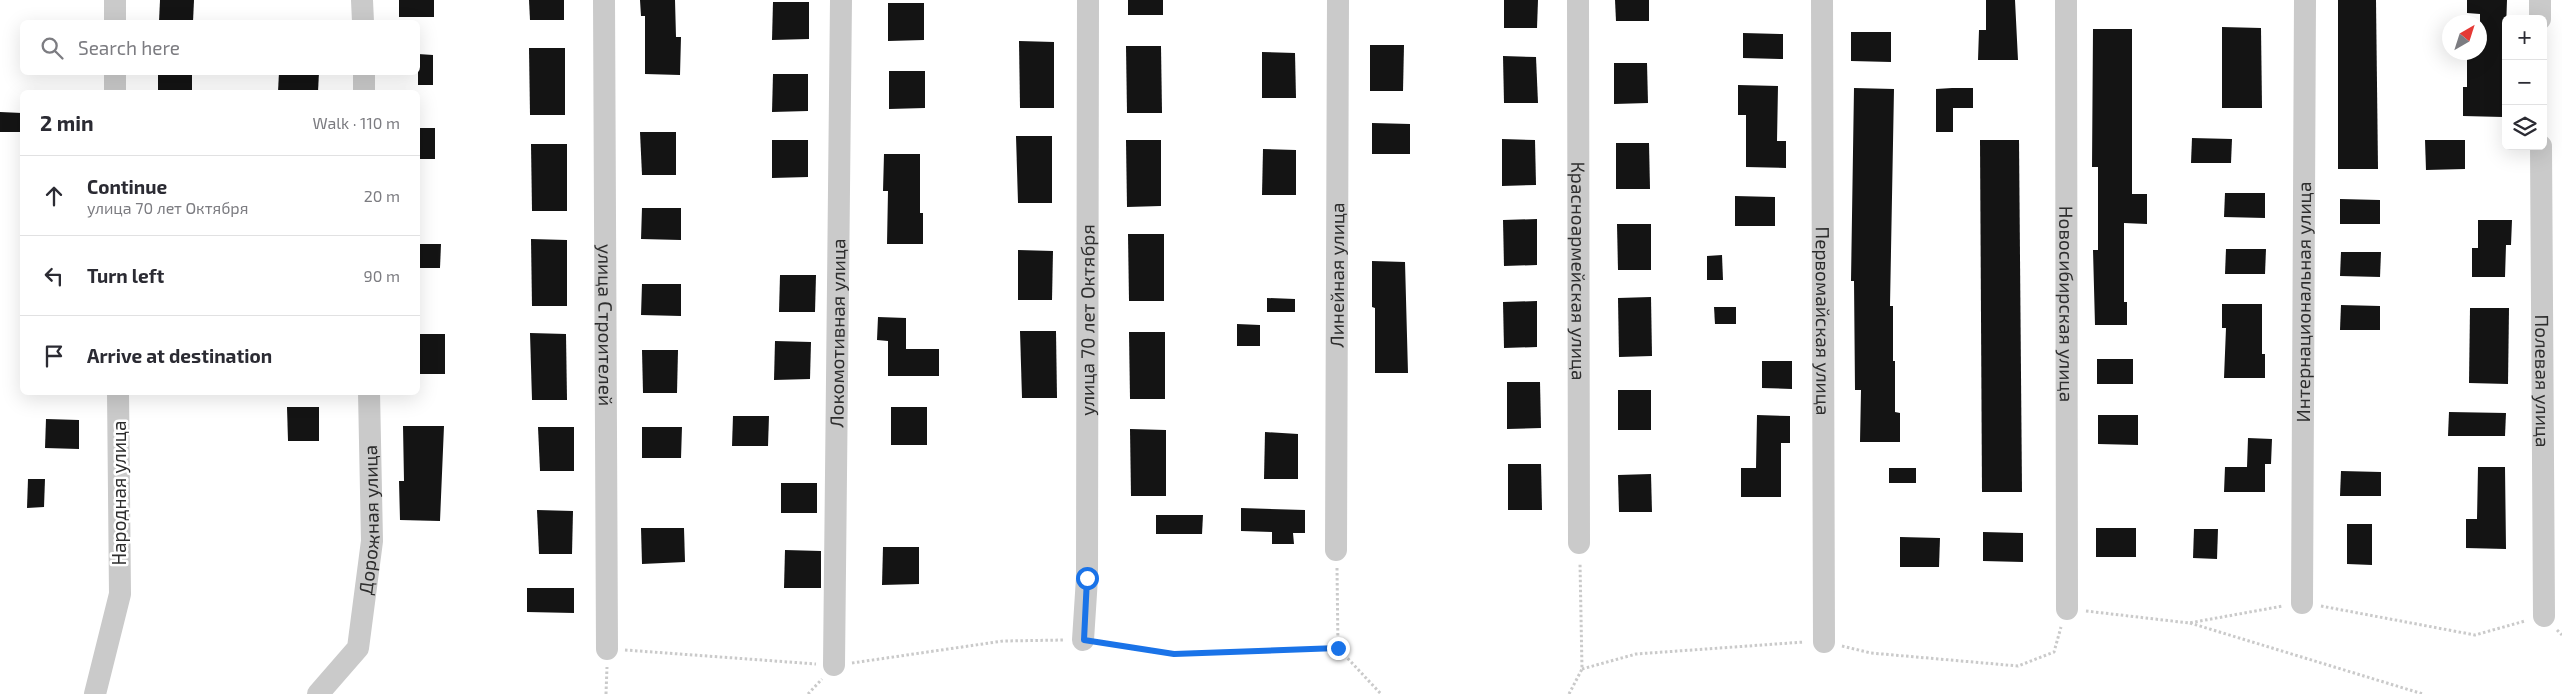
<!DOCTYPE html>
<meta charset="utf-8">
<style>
:root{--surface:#fff;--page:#f7f7f7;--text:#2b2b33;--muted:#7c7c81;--line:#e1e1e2}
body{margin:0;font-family:"Exo 2",sans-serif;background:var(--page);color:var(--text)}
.controls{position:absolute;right:15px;top:15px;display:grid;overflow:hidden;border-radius:8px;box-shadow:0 5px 20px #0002}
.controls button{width:45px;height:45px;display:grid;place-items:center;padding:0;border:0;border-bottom:1px solid var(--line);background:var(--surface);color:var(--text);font:25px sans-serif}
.compass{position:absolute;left:2442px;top:15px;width:45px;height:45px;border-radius:50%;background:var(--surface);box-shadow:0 5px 20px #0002;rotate:39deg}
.stop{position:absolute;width:15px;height:15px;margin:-11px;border:4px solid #1a73e8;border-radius:50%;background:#fff}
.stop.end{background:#1a73e8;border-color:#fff;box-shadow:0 1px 5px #0008}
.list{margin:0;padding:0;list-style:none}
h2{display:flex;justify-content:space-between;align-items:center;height:65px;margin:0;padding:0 20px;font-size:21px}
h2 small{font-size:16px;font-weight:400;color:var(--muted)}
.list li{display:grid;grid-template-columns:32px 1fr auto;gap:15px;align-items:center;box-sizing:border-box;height:80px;padding:0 20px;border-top:1px solid var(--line)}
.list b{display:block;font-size:19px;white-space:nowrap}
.list p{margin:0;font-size:16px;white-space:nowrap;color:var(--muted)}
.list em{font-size:16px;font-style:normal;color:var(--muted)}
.icon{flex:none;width:28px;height:28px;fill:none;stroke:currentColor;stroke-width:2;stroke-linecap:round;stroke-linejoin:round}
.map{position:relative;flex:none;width:2562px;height:694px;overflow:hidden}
.search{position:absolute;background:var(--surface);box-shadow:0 5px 20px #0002;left:20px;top:20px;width:400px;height:55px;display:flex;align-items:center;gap:12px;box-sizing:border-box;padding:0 18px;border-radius:8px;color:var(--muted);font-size:19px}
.panel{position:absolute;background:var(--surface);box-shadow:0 5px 20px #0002;left:20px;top:90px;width:400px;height:305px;border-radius:8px}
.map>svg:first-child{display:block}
.building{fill:#141414}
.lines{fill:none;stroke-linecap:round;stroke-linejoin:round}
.path{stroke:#cacaca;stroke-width:3;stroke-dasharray:2.5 2.5;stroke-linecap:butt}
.minor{stroke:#cacaca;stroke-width:22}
.route{stroke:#1a73e8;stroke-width:6}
.labels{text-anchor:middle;stroke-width:5;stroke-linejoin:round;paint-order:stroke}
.street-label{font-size:19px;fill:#2d2d2d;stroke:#fff}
</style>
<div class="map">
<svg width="2562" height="694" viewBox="0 0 2562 694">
<rect width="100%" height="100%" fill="#fff"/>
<g class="building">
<path d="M160,0H194L193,22H159Z"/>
<rect x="399" y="0" width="35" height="17"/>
<path d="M529,0H564V20H530Z"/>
<path d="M640,0H675L676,37H681L680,75L645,74V16H641Z"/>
<rect x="1128" y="0" width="35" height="15"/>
<path d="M1504,0H1538L1537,28H1504Z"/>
<path d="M1615,0H1649V21H1616Z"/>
<path d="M1986,0H2015L2018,60H1978L1979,30H1986Z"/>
<path d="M2338,0H2376L2378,169H2338Z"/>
<path d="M2467,0H2507L2503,117L2463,116V87H2467V52H2480V14L2467,13Z"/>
<path d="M773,2H809V39L772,40Z"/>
<path d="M888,3H924V40L888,41Z"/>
<path d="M2222,27L2261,28L2262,108H2222Z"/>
<path d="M2093,29H2132V194H2147V224L2124,223V302H2127V325H2095L2093,250H2098V167H2092Z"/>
<path d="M1851,32H1891V62L1851,61Z"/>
<path d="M1743,33L1783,34V59L1743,58Z"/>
<path d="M1019,41L1054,42V108H1020Z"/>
<path d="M1370,45H1404L1403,91H1370Z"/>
<path d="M1126,46H1161L1162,113H1127Z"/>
<path d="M529,48H565V115H530Z"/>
<path d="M1262,52L1295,53L1296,98H1262Z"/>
<path d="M418,54L433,55V85H418Z"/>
<path d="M1503,56L1536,57L1538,103H1504Z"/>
<path d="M1614,63H1647L1648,103L1614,104Z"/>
<path d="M889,71H925V108L889,109Z"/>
<rect x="158" y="72" width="34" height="20"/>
<path d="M279,72H319L318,92H278Z"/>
<path d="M773,74H808V111L772,112Z"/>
<path d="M1738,85L1778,86L1777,141H1786V168L1746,167V115H1738Z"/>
<path d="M1854,88L1894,89L1890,306H1893V361H1895V412L1900,413V442H1860L1861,390H1855L1854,281H1851Z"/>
<path d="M1952,88H1973V108H1953V132H1936V89Z"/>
<path d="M0,112L22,113V132H0Z"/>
<path d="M1372,123L1410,124V154H1372Z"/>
<rect x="418" y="128" width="17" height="31"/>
<path d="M640,132H676V175H642Z"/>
<path d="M1016,136H1052V203H1018Z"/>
<path d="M2192,138L2232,139L2231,163H2191Z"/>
<path d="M1502,139L1535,140L1536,185L1502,186Z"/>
<path d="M772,140H808V177L772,178Z"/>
<path d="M1126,140H1161V206L1127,207Z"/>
<path d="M1980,140H2019L2022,492H1982Z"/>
<path d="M2425,140H2465V169L2426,170Z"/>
<path d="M1616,143H1649L1650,189H1616Z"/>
<path d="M531,144H567V211H532Z"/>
<path d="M1263,149L1296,150V195H1262Z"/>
<path d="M884,154H920V213H923V244H887L888,191H883Z"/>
<path d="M2225,193H2265V218L2224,217Z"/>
<path d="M1735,196L1775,197V226H1735Z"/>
<path d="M2340,199L2380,200V224H2340Z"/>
<path d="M642,208H681V240L641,239Z"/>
<path d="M1537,219V265L1504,266L1503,220Z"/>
<path d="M2478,220H2512L2511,245H2506L2505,277H2472V248H2478Z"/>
<path d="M1617,224H1651V270H1618Z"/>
<path d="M1128,234H1164V301H1129Z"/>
<path d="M531,239L567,240V306H532Z"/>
<path d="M418,244H441L440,268H418Z"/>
<path d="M2226,249H2266L2265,274H2225Z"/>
<path d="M1018,250L1053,251L1052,300H1018Z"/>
<path d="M2341,252H2381L2380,277L2340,276Z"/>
<path d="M1722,255L1723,280H1707V256Z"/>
<path d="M1372,261L1405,262L1408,373H1375V308L1372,307Z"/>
<path d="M780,275H816L815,312H779Z"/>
<path d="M642,284H681V316L641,315Z"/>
<path d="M1651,297L1652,356L1619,357L1618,298Z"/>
<path d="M1267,298L1295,299V312H1267Z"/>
<path d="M1537,301V347L1504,348L1503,302Z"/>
<path d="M2222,304H2262V354H2265V378H2224L2226,328H2222Z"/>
<path d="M2341,305L2380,306V330H2340Z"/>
<path d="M1714,307H1736V324H1715Z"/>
<path d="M2470,308H2509L2508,384L2469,383Z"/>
<path d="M878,317L906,318V349H939V376H888V341L877,340Z"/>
<path d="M1237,324L1260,325V346H1237Z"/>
<path d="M1020,331H1056L1057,398H1022Z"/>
<path d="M1129,332H1165V399H1130Z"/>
<path d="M530,333L566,334L567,400H532Z"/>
<rect x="418" y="334" width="27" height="40"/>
<path d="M775,341L811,342L810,379L774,380Z"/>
<path d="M642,350H678L677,393H643Z"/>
<rect x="2097" y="359" width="36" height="25"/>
<path d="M1762,361H1792V389L1762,388Z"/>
<path d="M1507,382H1540L1541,428L1507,429Z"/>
<rect x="1618" y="390" width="33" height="40"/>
<path d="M287,407H319V441H288Z"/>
<rect x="891" y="407" width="36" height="38"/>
<path d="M2449,412L2506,413L2505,436H2448Z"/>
<path d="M1757,415L1790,416V443H1781V497H1741V468H1756Z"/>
<path d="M2098,415H2138V445L2098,444Z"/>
<path d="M733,416H769L768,446H732Z"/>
<path d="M46,419L79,420V449L45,448Z"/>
<path d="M403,426H444L440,521L400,520L399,481H404Z"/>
<path d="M538,427H574V471H540Z"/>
<path d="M642,427H682L681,458H642Z"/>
<path d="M1130,429L1166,430V496H1131Z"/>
<path d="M1265,432L1298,434V479H1264Z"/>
<path d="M2248,438L2272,439L2271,464H2265V492H2224L2225,467H2247Z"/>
<path d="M1508,464H1541L1542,510H1508Z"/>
<path d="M2478,467H2505L2506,549L2466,548V519H2477Z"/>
<rect x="1889" y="468" width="27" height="15"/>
<path d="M2341,471L2381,472V496H2340Z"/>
<path d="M1651,474L1652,512H1619L1618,475Z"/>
<path d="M28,479H45L44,507L27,508Z"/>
<rect x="781" y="483" width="36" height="30"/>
<path d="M1241,508L1305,510V533H1293L1294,544H1272V532L1241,531Z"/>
<path d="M537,510L573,511L572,554H539Z"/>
<path d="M1156,515H1203L1202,534H1156Z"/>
<path d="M2347,524H2372V565L2347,564Z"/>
<path d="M641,528H684L685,562L642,564Z"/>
<rect x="2096" y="528" width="40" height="29"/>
<path d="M2194,529H2218L2217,559L2193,558Z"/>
<path d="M1983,532L2023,533V562L1983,561Z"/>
<path d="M1900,537L1940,538L1939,567H1900Z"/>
<path d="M883,547H919V584L882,585Z"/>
<path d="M785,550L821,551V588H784Z"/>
<path d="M527,588H574V613L527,612Z"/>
</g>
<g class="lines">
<g class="path">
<path d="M1337,568L1338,648"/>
<path d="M2321,606L2475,635L2525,621"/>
<path d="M2086,611L2189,623L2283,606"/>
<path d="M2190,623L2423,694"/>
<path d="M2557,630L2562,635"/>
<path d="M1103,643L1174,653L1338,648L1381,694"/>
<path d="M1842,646L1871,653L2018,666L2054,652L2061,627"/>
<path d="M625,650L816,664"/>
<path d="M852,663L1003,641L1064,640"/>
<path d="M1582,669L1636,654L1804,642"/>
<path d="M606,694L607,667"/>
<path d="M808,694L822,679"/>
<path d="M1569,694L1582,669L1580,563"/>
</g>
<g class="minor">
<path d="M115,0V22"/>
<path d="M362,0L363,22"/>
<path id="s1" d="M604,0L607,649"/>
<path id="s2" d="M1578,0L1579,543"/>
<path id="s3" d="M1822,0L1824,642"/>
<path id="s4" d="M2066,0L2067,609"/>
<path d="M2540,0V19"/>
<path d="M115,72V92"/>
<path d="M364,72V92"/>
<path id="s5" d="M2541,146L2544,616"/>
<path id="s6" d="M1336,550L1338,0"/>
<path id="s7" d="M2302,603L2305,0"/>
<path id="s8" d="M1083,640L1087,578L1088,0"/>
<path id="s9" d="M834,665L841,0"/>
<path d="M95,694L120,594L118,392"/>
<path id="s10" d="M318,694L358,648L372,541L369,392"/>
</g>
</g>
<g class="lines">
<path class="route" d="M1087,578L1084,640L1174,654L1338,648"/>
</g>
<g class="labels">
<g class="street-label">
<text dy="7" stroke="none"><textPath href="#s2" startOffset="271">Красноармейская улица</textPath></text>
<text dy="7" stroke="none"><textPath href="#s6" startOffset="275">Линейная улица</textPath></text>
<text dy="7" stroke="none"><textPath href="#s7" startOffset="301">Интернациональная улица</textPath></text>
<text dy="7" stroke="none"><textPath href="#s4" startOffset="304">Новосибирская улица</textPath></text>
<text dy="7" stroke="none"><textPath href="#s8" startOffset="320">улица 70 лет Октября</textPath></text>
<text dy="7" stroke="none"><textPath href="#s3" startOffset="321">Первомайская улица</textPath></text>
<text dy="7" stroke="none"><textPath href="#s1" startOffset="325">улица Строителей</textPath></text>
<text dy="7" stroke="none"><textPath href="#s9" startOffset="332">Локомотивная улица</textPath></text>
<text dy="7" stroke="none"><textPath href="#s5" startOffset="235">Полевая улица</textPath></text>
<text transform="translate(119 493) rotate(-90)" y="7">Народная улица</text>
<text dy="7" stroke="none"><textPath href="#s10" startOffset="190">Дорожная улица</textPath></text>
</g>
</g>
</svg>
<div class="controls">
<button>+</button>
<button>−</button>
<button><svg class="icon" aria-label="layers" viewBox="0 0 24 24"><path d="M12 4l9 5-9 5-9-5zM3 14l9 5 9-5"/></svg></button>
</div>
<svg class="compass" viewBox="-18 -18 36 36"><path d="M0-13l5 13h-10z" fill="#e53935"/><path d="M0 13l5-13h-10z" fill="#7c7c81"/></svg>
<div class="stop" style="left:1087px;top:578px"></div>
<div class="stop end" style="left:1338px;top:648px"></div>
<div class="search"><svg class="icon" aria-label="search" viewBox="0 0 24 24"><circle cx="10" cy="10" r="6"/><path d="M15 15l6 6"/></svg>Search here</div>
<section class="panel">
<h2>2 min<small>Walk · 110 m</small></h2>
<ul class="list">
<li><svg class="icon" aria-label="ahead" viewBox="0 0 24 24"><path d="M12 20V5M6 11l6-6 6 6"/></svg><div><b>Continue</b><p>улица 70 лет Октября</p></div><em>20 m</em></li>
<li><svg class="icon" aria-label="left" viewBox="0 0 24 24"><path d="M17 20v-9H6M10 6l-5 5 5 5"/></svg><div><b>Turn left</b></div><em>90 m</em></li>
<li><svg class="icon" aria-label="arrive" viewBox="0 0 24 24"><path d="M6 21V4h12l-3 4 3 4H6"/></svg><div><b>Arrive at destination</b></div></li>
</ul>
</section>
</div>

***

Only lines with the word "linecap" go in the answer. Take them all from the entries above.

.icon{flex:none;width:28px;height:28px;fill:none;stroke:currentColor;stroke-width:2;stroke-linecap:round;stroke-linejoin:round}
.lines{fill:none;stroke-linecap:round;stroke-linejoin:round}
.path{stroke:#cacaca;stroke-width:3;stroke-dasharray:2.5 2.5;stroke-linecap:butt}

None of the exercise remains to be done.